[Collected data]
<<<<

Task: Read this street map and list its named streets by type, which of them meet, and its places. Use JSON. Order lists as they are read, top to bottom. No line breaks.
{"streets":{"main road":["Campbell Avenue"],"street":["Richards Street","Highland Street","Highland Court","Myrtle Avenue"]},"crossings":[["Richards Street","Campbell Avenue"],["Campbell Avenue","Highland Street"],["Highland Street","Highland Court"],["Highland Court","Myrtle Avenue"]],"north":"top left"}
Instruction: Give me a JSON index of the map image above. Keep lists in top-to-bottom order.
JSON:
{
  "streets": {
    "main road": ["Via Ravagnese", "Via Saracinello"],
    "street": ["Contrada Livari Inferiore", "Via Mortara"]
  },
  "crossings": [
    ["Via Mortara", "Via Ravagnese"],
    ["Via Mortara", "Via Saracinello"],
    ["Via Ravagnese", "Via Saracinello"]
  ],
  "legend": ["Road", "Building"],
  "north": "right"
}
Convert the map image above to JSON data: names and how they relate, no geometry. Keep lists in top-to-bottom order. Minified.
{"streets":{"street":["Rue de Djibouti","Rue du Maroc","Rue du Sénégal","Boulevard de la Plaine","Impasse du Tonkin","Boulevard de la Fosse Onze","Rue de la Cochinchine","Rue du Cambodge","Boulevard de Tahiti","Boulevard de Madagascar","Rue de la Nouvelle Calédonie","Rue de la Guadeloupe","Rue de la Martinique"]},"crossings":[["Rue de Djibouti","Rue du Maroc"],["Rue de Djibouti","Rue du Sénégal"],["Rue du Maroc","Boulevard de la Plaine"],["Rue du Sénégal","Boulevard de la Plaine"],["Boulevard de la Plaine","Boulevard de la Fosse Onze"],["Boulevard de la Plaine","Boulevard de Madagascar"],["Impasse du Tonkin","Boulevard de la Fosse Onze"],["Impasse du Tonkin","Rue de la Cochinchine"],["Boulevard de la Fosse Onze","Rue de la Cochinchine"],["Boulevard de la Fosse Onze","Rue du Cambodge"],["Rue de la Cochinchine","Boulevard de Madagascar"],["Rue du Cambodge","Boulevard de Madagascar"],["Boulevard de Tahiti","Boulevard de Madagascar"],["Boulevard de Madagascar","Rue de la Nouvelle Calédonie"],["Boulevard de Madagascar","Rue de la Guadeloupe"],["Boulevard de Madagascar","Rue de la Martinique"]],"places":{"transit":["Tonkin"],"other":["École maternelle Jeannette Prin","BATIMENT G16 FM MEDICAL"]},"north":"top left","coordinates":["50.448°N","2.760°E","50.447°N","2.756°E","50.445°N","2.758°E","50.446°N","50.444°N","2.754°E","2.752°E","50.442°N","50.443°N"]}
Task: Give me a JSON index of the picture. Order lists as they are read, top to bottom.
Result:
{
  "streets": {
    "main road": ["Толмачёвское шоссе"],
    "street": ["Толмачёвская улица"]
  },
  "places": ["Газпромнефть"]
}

>>>>

:: WHAT YOU SHOULD DO ::
Produce exactly the lines from the one containing "Task: Give me" through the final line of the records above, both included, and no others.

:: SOLUTION TO THIS EXERCISE ::
Task: Give me a JSON index of the picture. Order lists as they are read, top to bottom.
Result:
{
  "streets": {
    "main road": ["Толмачёвское шоссе"],
    "street": ["Толмачёвская улица"]
  },
  "places": ["Газпромнефть"]
}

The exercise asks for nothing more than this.